Topical Session: Media coverage of health and medicine: Opportunities and Obstacles to progress



Jacqui Browne
Jacqui is Chairperson of DESSA, the national Disability Equality Specialist Support Agency and was recently appointed as a member of the Disability Advisory Committee to the Irish Human Rights and Equality Commission regarding the UN Convention on the Rights of People with Disabilities. She is a board member of Irish Guide Dogs for the Blind and the Irish Thalidomide Association. also actively involved as a patient advocate in IPPOSI – the Irish Platform for Patient Organisations, Science and Industry and is a EUPATI Fellow – European Patient Advocacy Training Initiative. She has over 30 years of experience working at local, national, European and International levels as a disability equality activist and consultant.

Stacey Grealis
Stacey is a member of the Mayo branch of Arthritis Ireland and patient representative. She is active with several patient engagement groups, including involvement with OMERACT and European Alliance of Associations for Rheumatology (EULAR) and has taken part in Irish Platform for Patient Organisations, Science & Industry (IPPOSI) Patient Education events.

Dr Clodagh Toomey
Clodagh is a recipient of a Health Research Board Emerging Investigator Award and Research Fellow at the School of Allied Health, University of Limerick (UL). She is the primary investigator on the IMPlementation of osteoArthritis Clinical guidelines Together (IMPACT) project and member of the UL Patient and Public Involvement (PPI) Research Unit and Health Research Institute. She has an adjunct assistant professorship at the University of Calgary, Canada. She is a physiotherapist who specializes in research on prevention and management of osteoarthritis.
Effective patient engagement and participatory approaches in musculoskeletal research
Back and Neck Pain Progress of Opportunities in Low- and Middle-Income Countries

Professor Babita Ghai
Post Graduate Institute of Medical Education & Research (PIGMER), Chandigarh, India
Webpage
Back pain in India and South Asia


Dr Chinonso Igwesi-Chidobe
University of Nigeria
Dr Chinonso Igwesi-Chidobe BPT, MPH, MCSP, CCBT, CMI, PhD is a senior lecturer in Community Physiotherapy/Rehabilitation and Global Health at the University of Nigeria.

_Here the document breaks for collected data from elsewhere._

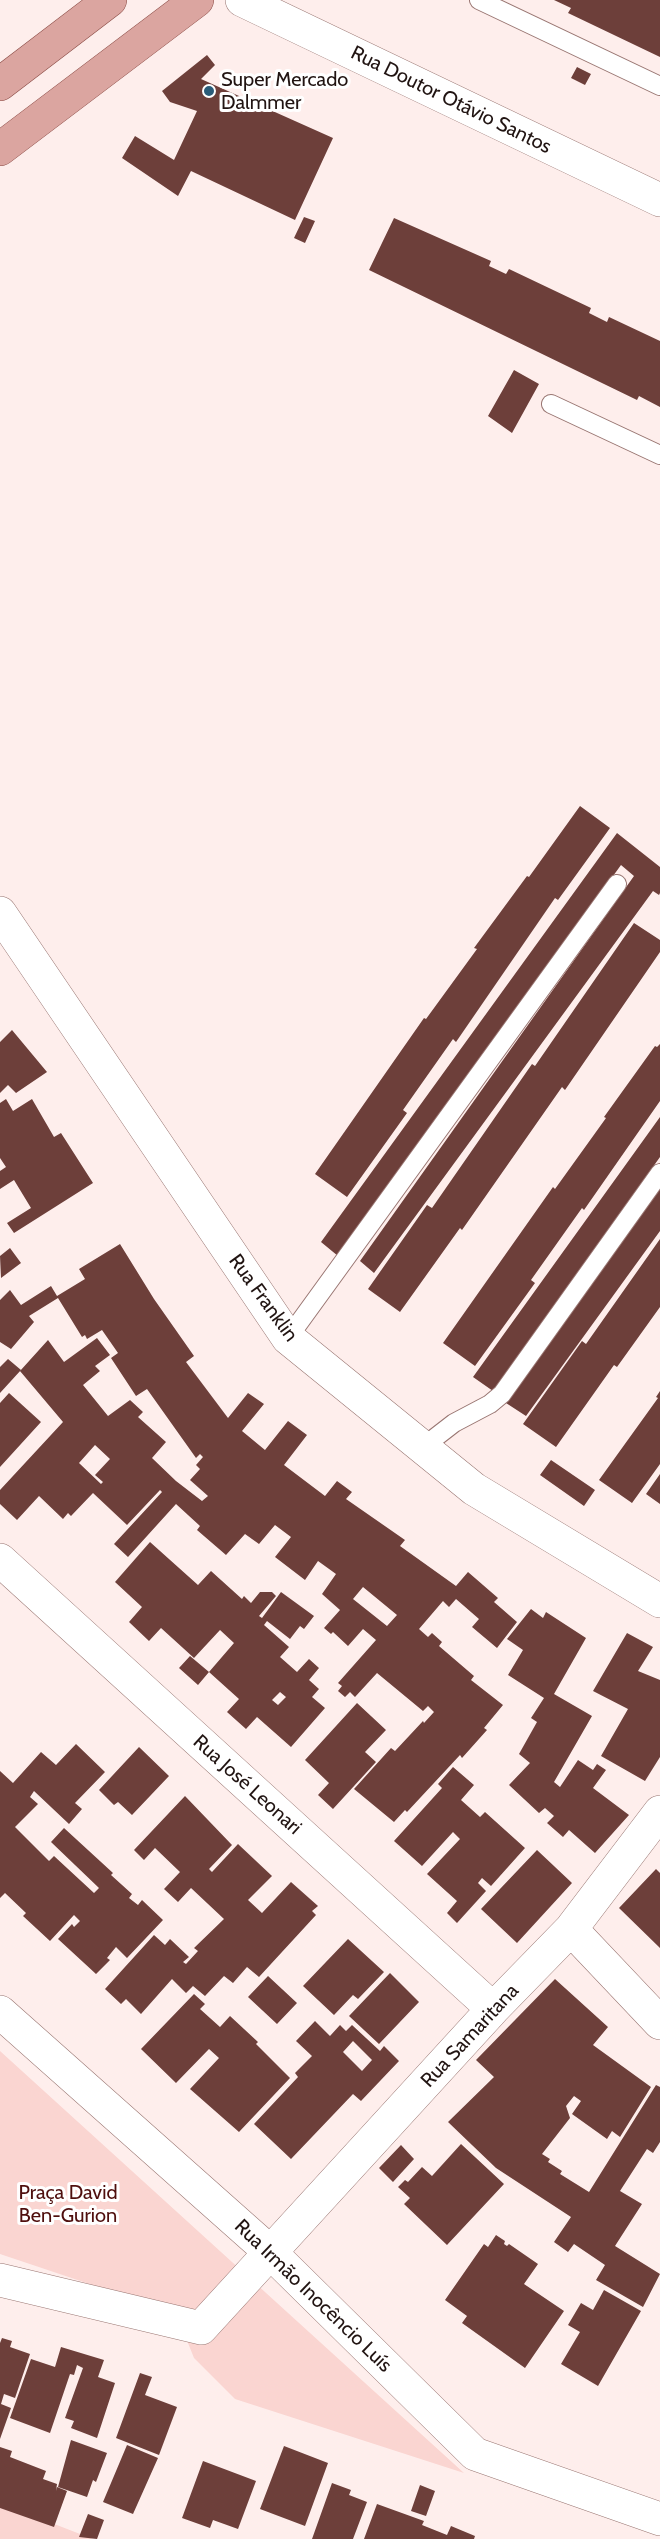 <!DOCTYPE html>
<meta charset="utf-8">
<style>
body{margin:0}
canvas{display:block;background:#feeeec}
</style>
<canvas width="660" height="2539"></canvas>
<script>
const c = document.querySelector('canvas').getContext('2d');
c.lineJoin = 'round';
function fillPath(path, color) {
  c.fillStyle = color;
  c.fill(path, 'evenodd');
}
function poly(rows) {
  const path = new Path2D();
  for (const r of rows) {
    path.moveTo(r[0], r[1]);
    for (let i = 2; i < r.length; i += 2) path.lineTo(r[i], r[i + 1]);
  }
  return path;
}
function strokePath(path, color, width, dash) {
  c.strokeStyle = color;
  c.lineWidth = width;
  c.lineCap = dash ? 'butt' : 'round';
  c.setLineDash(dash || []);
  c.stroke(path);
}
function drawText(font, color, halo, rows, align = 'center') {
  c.font = font + ' Cabin,sans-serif';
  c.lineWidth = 6;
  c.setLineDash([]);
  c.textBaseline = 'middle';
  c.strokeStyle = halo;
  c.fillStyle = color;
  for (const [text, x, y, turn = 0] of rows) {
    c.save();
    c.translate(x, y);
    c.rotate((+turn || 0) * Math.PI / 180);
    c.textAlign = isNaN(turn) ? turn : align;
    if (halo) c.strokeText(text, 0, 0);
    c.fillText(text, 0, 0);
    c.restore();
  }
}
fillPath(poly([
 [0,2051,464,2473,235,2399,194,2358,176,2313,0,2254],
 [0,2503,93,2539,0,2539]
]), '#fad5d1');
fillPath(poly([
 [554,0,660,0,660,57,568,13,571,8],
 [207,55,215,65,201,79,333,138,295,220,191,171,178,196,122,158,135,136,174,160,197,111,170,102,162,91],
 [577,67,591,74,585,85,571,78],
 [304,217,315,221,305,243,294,238],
 [394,218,491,261,489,266,506,274,509,269,591,308,589,313,607,322,609,317,660,341,660,407,639,396,637,400,369,270],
 [514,370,539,384,512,433,488,416],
 [580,806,610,828,558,900,555,898,456,1042,453,1039,403,1110,407,1113,347,1197,315,1174,424,1018,426,1019,477,949,474,948,527,876,529,877],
 [617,833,660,867,660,893,659,895,653,891,374,1273,360,1261,634,876,621,865,338,1256,321,1242],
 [634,923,660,940,660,952,565,1090,562,1087,462,1230,460,1228,400,1312,368,1289,427,1205,432,1208,532,1064,535,1066],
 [12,1030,47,1072,16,1093,8,1085,0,1093,0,1042],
 [660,1044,660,1101,584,1210,582,1208,531,1280,535,1283,475,1366,443,1343,553,1187,555,1189,606,1118,604,1117,655,1046,657,1047],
 [6,1099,13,1111,32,1099,54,1137,61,1133,93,1183,14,1233,7,1223,31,1208,14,1180,0,1189,0,1171,6,1167,0,1158,0,1103],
 [660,1117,660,1157,493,1391,473,1377],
 [660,1188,660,1231,526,1416,506,1403],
 [660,1239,660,1307,617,1367,614,1365,556,1447,523,1424,582,1341,586,1344],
 [120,1244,154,1299,194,1356,186,1362,228,1418,248,1393,264,1404,242,1431,265,1450,288,1421,307,1435,284,1465,325,1496,337,1481,352,1492,346,1499,405,1540,400,1546,456,1586,468,1572,498,1598,494,1602,517,1622,497,1648,472,1627,479,1619,456,1599,449,1607,443,1601,419,1629,428,1637,432,1633,442,1642,439,1646,474,1676,471,1680,503,1705,484,1728,487,1730,462,1758,460,1755,407,1812,405,1810,394,1822,354,1789,391,1748,395,1751,423,1721,424,1723,434,1712,428,1706,423,1711,377,1673,355,1697,350,1692,345,1697,338,1691,342,1686,338,1683,376,1640,363,1629,348,1646,333,1632,331,1634,324,1628,340,1610,322,1594,336,1574,318,1561,305,1580,275,1557,291,1537,275,1525,259,1544,245,1534,226,1555,197,1530,200,1526,176,1504,128,1557,114,1544,162,1492,160,1490,127,1525,93,1493,71,1516,68,1513,63,1519,39,1496,17,1520,0,1504,0,1490,63,1422,20,1371,48,1340,64,1362,97,1338,110,1355,95,1366,100,1371,83,1385,108,1416,130,1400,143,1412,138,1417,166,1442,152,1458,176,1481,202,1501,208,1496,190,1480,200,1469,196,1465,203,1457,200,1454,196,1458,147,1389,136,1396,111,1358,118,1353,102,1330,87,1339,85,1335,82,1337,58,1298,29,1316,34,1322,11,1349,0,1342,0,1300,10,1290,21,1305,51,1286,57,1296,85,1279,79,1269],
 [95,1445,110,1459,95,1475,103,1482,101,1484,79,1463],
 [363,1587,397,1615,387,1626,353,1599],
 [10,1248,21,1263,1,1278,0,1256],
 [8,1359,21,1370,0,1393,0,1367],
 [660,1391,660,1464,632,1503,599,1480,658,1398,656,1397],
 [9,1393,41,1422,0,1467,0,1403],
 [551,1460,595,1490,584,1506,540,1475],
 [660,1474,660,1504,646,1494],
 [150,1542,198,1585,211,1571,242,1599,244,1596,251,1603,260,1592,272,1592,276,1596,259,1616,262,1618,281,1592,314,1616,304,1629,300,1626,290,1639,267,1621,264,1625,289,1647,280,1657,297,1672,309,1659,319,1668,309,1680,319,1689,312,1697,325,1708,291,1747,257,1717,246,1729,227,1712,239,1699,209,1672,234,1643,220,1630,194,1658,161,1628,149,1641,129,1622,142,1607,115,1582],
 [280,1692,286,1697,278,1705,272,1700],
 [531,1609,543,1618,546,1612,586,1638,554,1694,592,1716,554,1782,560,1787,578,1760,593,1770,597,1764,606,1770,593,1788,629,1815,595,1853,569,1830,563,1837,547,1823,554,1816,545,1808,539,1813,509,1785,530,1763,519,1754,537,1722,531,1718,544,1698,508,1675,523,1650,507,1639],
 [627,1633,653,1647,638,1671,660,1680,660,1757,645,1781,601,1756,628,1709,593,1691],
 [190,1656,209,1672,198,1685,179,1668],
 [357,1703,386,1730,365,1752,376,1762,333,1809,318,1795,329,1783,305,1760],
 [76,1744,105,1772,75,1803,82,1809,69,1824,34,1791,30,1797,38,1804,15,1827,49,1861,54,1856,94,1893,99,1888,51,1842,64,1828,113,1873,111,1875,132,1894,129,1898,138,1905,142,1900,163,1920,127,1958,116,1947,107,1958,110,1960,96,1974,58,1939,72,1924,74,1927,80,1921,74,1915,50,1941,23,1916,26,1913,5,1893,0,1898,0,1771,13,1783,41,1752,56,1765],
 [139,1747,169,1776,132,1815,118,1802,114,1805,99,1790],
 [453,1767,474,1785,461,1800,480,1817,485,1812,525,1848,491,1886,482,1878,478,1883,486,1891,457,1923,447,1913,457,1901,427,1874,460,1839,453,1832,422,1866,394,1841,442,1788,438,1784],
 [185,1796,232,1845,209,1869,212,1872,238,1844,272,1876,248,1900,262,1913,291,1882,318,1906,312,1911,316,1915,259,1977,247,1967,233,1983,224,1976,205,1996,193,1986,186,1993,172,1979,141,2014,126,1999,121,2004,105,1989,154,1935,165,1945,170,1939,189,1957,183,1962,186,1964,198,1951,194,1948,224,1919,191,1888,178,1902,164,1889,180,1872,155,1848,144,1860,134,1850],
 [537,1850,572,1883,517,1943,481,1909],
 [656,1869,660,1873,660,1948,619,1908],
 [348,1939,384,1972,358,1999,353,1995,334,2015,303,1986],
 [390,1973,419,2002,379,2044,349,2016],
 [268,1976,297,2003,277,2024,248,1997],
 [555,1979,608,2027,593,2045,651,2087,620,2137,612,2131,607,2139,572,2114,581,2101,574,2096,566,2106,570,2118,542,2154,550,2159,548,2162,562,2171,560,2174,589,2192,656,2085,660,2087,660,2142,653,2153,647,2149,620,2191,642,2204,615,2246,660,2274,643,2307,596,2280,605,2265,574,2244,568,2252,554,2242,571,2217,496,2168,448,2122,494,2077,476,2060],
 [194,1994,205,2004,200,2009,220,2027,230,2016,258,2042,256,2044,290,2078,239,2132,190,2089,219,2058,209,2049,176,2083,141,2049],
 [315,2021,330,2036,340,2025,346,2031,352,2025,380,2051,384,2046,399,2061,361,2101,353,2094,291,2159,254,2124,298,2077,295,2073,312,2056,296,2041],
 [353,2041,372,2060,362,2071,343,2052],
 [461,2144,504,2184,447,2245,404,2204,410,2198,398,2187,405,2180,408,2182,422,2167,432,2176],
 [401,2145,414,2159,393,2182,379,2168],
 [496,2235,505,2241,504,2244,507,2246,509,2244,538,2264,524,2284,564,2311,525,2368,462,2323,467,2316,445,2300,484,2244,488,2247],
 [604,2290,641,2311,598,2386,561,2364,580,2332,568,2325,581,2303,593,2310],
 [2,2338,12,2341,10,2347,30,2354,15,2398,4,2394,1,2404,11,2408,0,2439,0,2343],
 [61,2347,104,2360,98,2377,115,2383,97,2438,71,2428,74,2421,65,2418,83,2368,77,2365,74,2375,70,2374,50,2433,10,2418,31,2359,55,2367],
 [140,2373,152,2377,145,2395,177,2407,159,2455,116,2438],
 [71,2440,107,2453,96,2482,93,2480,87,2497,58,2487],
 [127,2445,158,2458,133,2514,103,2502],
 [284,2446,328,2463,305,2526,260,2509],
 [0,2447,12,2451,10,2457,46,2471,43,2479,57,2484,56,2491,57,2487,67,2491,54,2527,0,2508],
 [203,2461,256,2481,238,2529,213,2520,210,2528,182,2518],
 [332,2483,351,2490,349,2495,367,2502,353,2539,312,2539],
 [420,2485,435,2491,426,2516,411,2511],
 [377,2504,424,2521,422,2525,447,2535,451,2526,475,2536,474,2539,364,2539],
 [88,2514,104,2520,97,2539,79,2537]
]), '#6d3f3a');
const lane = poly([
 [479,0,660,86],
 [551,404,660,455],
 [288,1338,617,884],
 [423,1447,454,1423,490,1404,502,1394,660,1173]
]);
const street = poly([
 [0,913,288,1338,474,1489,660,1601],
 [0,1560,493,2009],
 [571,1929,660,2023],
 [0,2280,201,2328,493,2009,571,1929,660,1812]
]);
const secondary = poly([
 [242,0,660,200],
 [0,2012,269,2251,475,2454,660,2519]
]);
const primary = poly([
 [0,84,110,0],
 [0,149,197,0]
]);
strokePath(lane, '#997672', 20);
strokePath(street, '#997672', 34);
strokePath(secondary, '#997672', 34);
strokePath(primary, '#8a4b45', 34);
strokePath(lane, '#fff', 18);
strokePath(street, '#fff', 33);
strokePath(secondary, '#fff', 33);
strokePath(primary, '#dba5a0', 33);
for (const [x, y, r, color] of [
 [209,91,6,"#295c79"]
]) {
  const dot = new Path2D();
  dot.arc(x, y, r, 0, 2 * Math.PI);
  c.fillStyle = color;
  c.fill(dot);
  strokePath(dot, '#fff', 2);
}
drawText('20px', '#211412', '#fff', [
 ["Super Mercado",221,80],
 ["Dalmmer",221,103]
], 'left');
drawText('20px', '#211412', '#fff', [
 ["Rua Doutor Otávio Santos",451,100,26],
 ["Rua Franklin",263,1298,54],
 ["Rua José Leonari",247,1785,42],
 ["Rua Samaritana",470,2036,-47],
 ["Rua Irmão Inocêncio Luís",313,2296,44]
]);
drawText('20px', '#4f0f0e', '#fff', [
 ["Praça David",68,2193],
 ["Ben-Gurion",68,2216]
]);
</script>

She is an alumnus of the University of Lagos, University of Nigeria and King’s College London where she graduated with several distinctions. She completed several certification courses from Harvard Medical School, University College London, Keele University United Kingdom, and the National Health Service United Kingdom. She is a Chartered physiotherapist in the United Kingdom, a member of Chartered Physiotherapists in Global Health, and a member of the International Society of Global Health. She has practised as a community physiotherapist in Nigeria, United Kingdom and Switzerland. She interned in Community-Based Rehabilitation at the World Health Organisation Headquarters office, Geneva-Switzerland. She developed the first biopsychosocial intervention for the primary care management of non-specific chronic low back pain in rural Africa, which won the Schlumberger faculty for the future fellowship award (The Netherlands). She did her postdoctoral research in the field of primary care physiotherapy at the research institute for primary care and health sciences, Keele University, United Kingdom. She was one of eight candidates, and the only physiotherapist and African (to date) to be shortlisted for the Nature Research Awards for Driving Global Impact, for which she was a Runner-up in November 2020.